### Entries shown ###
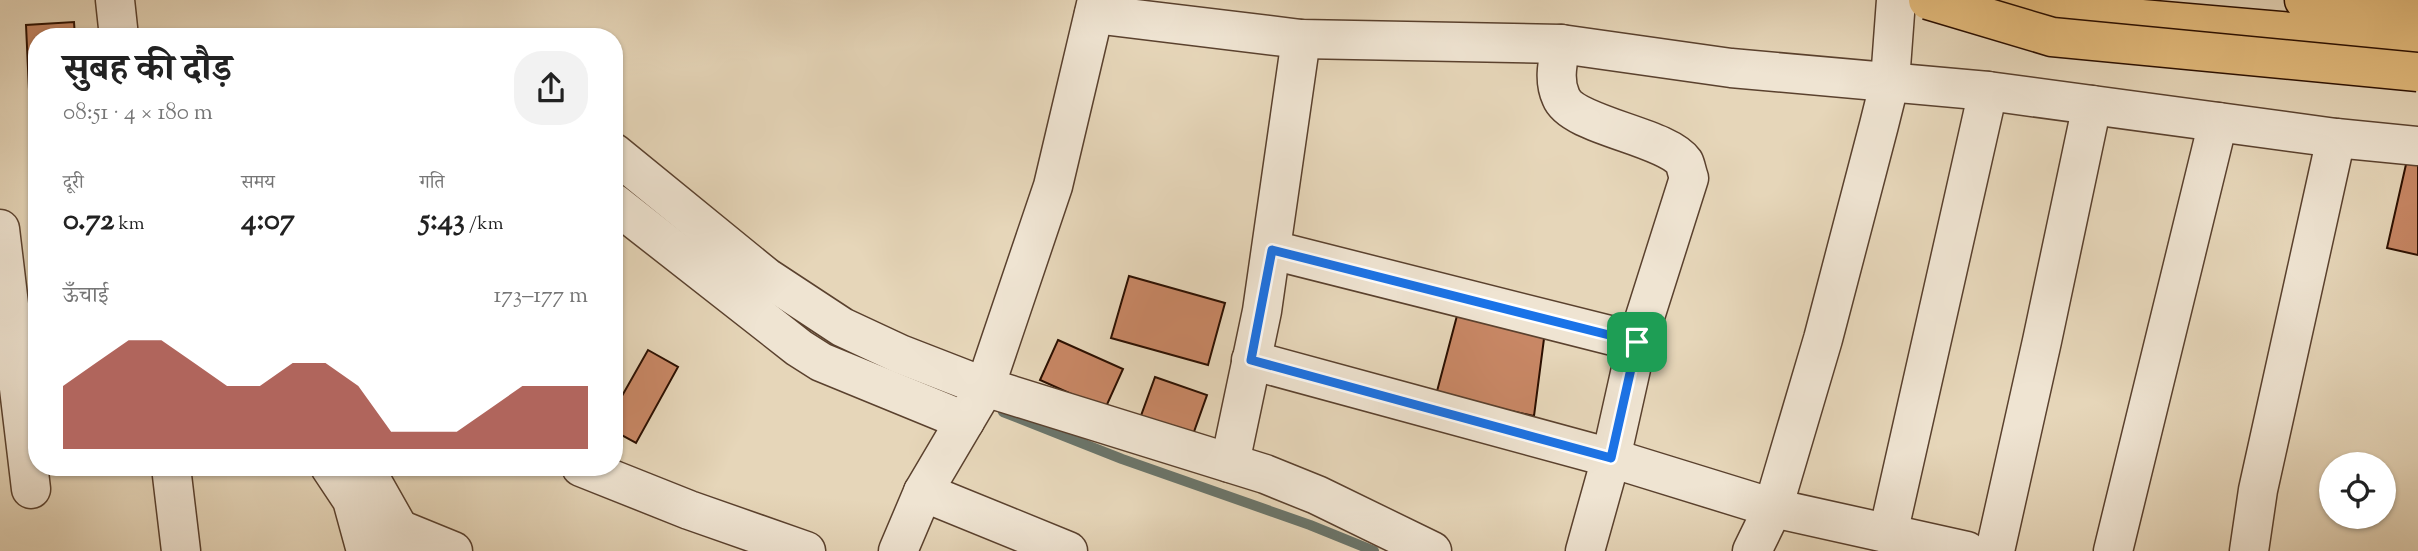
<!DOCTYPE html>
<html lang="hi">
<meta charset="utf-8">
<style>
body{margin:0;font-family:"Sorts Mill Goudy","Noto Serif Devanagari",serif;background:#f2f2f2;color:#222;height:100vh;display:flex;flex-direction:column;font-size:26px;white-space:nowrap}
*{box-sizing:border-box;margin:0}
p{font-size:23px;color:#767676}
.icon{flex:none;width:38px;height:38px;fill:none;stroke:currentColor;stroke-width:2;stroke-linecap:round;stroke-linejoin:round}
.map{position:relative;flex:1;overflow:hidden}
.details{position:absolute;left:28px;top:28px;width:595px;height:448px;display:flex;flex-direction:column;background:#fff;border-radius:28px;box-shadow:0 2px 5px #0004}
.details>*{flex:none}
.controls{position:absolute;left:2319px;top:452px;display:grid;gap:14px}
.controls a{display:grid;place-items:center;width:77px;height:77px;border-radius:50%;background:#fff;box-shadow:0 2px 5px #0004;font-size:35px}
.pin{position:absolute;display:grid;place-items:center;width:60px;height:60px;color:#fff;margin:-30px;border-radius:14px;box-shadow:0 4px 10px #0006}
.round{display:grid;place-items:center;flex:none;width:74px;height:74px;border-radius:28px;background:#f2f2f2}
.head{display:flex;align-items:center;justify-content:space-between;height:119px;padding:0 35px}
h1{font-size:38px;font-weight:700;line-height:52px}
.figures{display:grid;grid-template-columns:repeat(3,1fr);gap:10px;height:119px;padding:7px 35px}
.figures div{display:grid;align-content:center}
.figures b{font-size:30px;font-weight:700}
.figures small{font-size:19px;font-weight:400}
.figures p{font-size:19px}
.chart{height:196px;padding:14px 35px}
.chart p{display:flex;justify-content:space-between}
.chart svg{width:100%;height:126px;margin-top:7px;fill:#8f2418;opacity:.7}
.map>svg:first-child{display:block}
</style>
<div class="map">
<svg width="2418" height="551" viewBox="0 0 2418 551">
<rect width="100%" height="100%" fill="#e6d6b9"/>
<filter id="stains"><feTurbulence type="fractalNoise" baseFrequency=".00286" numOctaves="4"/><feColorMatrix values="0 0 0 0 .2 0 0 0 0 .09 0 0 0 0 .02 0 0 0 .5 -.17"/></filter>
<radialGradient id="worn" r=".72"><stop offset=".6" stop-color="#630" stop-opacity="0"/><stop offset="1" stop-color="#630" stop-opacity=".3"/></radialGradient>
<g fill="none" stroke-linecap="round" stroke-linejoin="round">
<polyline stroke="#6b756a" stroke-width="10" points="1003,412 1122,459 1310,525 1374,551"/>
</g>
<g fill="#c88765" stroke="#2b0f00" stroke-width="2">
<polygon points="74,22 75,37 37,37 37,89 29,90 26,25"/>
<polygon points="2407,160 2418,162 2418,255 2387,248"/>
<polygon points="1129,276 1225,303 1208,365 1111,338"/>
<polygon points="1458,312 1545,331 1534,416 1436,395"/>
<polygon points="1058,340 1123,369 1105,409 1040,380"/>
<polygon points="648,350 678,367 636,443 614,431 614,410"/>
<polygon points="1155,377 1207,395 1190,443 1138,424"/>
</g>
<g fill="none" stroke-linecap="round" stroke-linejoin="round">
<defs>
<g id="minor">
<polyline points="115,0 119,37"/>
<polyline points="1094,14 1301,39 1561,44 1731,68 1988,91 2336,138 2418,146"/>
<path d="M 1561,44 C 1558,61 1553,80 1561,97 C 1572,126 1666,136 1684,162 C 1686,166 1687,173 1689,178 L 1637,342 L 1611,458 L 1585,551"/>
<polyline points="614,153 766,277 842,327 900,354 985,387 1265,474 1317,495 1432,551"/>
<polyline points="614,203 799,348 821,362 965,421"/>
<polyline points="0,229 31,489"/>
<polyline points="1272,250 1637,342"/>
<polyline points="1251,360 1611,458 1773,508 1967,551"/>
<polyline points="1230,463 1262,311 1301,39"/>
<polyline points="171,467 181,551"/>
<polyline points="330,467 352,500 366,551"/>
<polyline points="364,467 399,529 400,551"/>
<polyline points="581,467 689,510 806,551"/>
<polyline points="923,492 1068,551"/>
<polyline points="399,529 453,551"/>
<polyline points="1888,534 1988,91"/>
<polyline points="898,551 923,492 985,387 1053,186 1097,0"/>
<polyline points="1752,551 1773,508 1823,339 1879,125 1890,81 1896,0"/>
<polyline points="1995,551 2042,341 2092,105"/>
<polyline points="2113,551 2218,122"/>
<polyline points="2249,551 2258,490 2336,138"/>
</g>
<g id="highway">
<polyline points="2304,0 2418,10"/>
<polyline points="1970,4 2418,43"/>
</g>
</defs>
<use href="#minor" stroke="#5a412e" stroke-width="41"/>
<use href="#highway" stroke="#2b0f00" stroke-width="41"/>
<use href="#minor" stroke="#efe4d2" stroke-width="38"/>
<use href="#highway" stroke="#e3bb7c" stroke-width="38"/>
<defs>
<polyline id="major-bridge" points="1928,0 2052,37 2418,72"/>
</defs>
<use href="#major-bridge" stroke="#2b0f00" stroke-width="41" stroke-linecap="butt"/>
<use href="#major-bridge" stroke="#e3bb7c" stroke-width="38"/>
</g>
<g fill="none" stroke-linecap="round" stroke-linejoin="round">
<defs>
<polygon id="route" points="1272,250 1637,342 1611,458 1251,360"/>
</defs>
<use href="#route" stroke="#fff" stroke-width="14"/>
<use href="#route" stroke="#1a73e8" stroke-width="9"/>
</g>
<rect width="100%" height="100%" filter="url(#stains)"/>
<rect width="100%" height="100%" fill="url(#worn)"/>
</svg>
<div class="controls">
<a><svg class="icon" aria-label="locate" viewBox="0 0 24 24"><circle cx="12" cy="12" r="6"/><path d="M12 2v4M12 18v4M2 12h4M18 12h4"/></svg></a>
</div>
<div class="pin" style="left:1637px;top:342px;background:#1e9e55"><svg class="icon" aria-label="arrive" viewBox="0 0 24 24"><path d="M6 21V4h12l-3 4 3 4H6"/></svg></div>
<section class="details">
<div class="head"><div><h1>सुबह की दौड़</h1><p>08:51 · 4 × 180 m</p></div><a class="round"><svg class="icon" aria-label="share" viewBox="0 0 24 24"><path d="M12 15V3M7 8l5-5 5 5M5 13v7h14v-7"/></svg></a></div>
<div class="figures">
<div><p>दूरी</p><b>0.72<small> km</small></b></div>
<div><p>समय</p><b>4:07</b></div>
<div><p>गति</p><b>5:43<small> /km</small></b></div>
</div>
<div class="chart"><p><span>ऊँचाई</span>173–177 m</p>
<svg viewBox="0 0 160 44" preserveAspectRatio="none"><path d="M0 44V22L10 14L20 6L30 6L40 14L50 22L60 22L70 14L80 14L90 22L100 38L110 38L120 38L130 30L140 22L150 22L160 22V44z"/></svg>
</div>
</section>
</div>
###
▸ What is expected: From the line containing "<div><p>समय</p><b>4:07</b></div>" through the last line of the records above, reproduce every line exactly.

▸ Task answer:
<div><p>समय</p><b>4:07</b></div>
<div><p>गति</p><b>5:43<small> /km</small></b></div>
</div>
<div class="chart"><p><span>ऊँचाई</span>173–177 m</p>
<svg viewBox="0 0 160 44" preserveAspectRatio="none"><path d="M0 44V22L10 14L20 6L30 6L40 14L50 22L60 22L70 14L80 14L90 22L100 38L110 38L120 38L130 30L140 22L150 22L160 22V44z"/></svg>
</div>
</section>
</div>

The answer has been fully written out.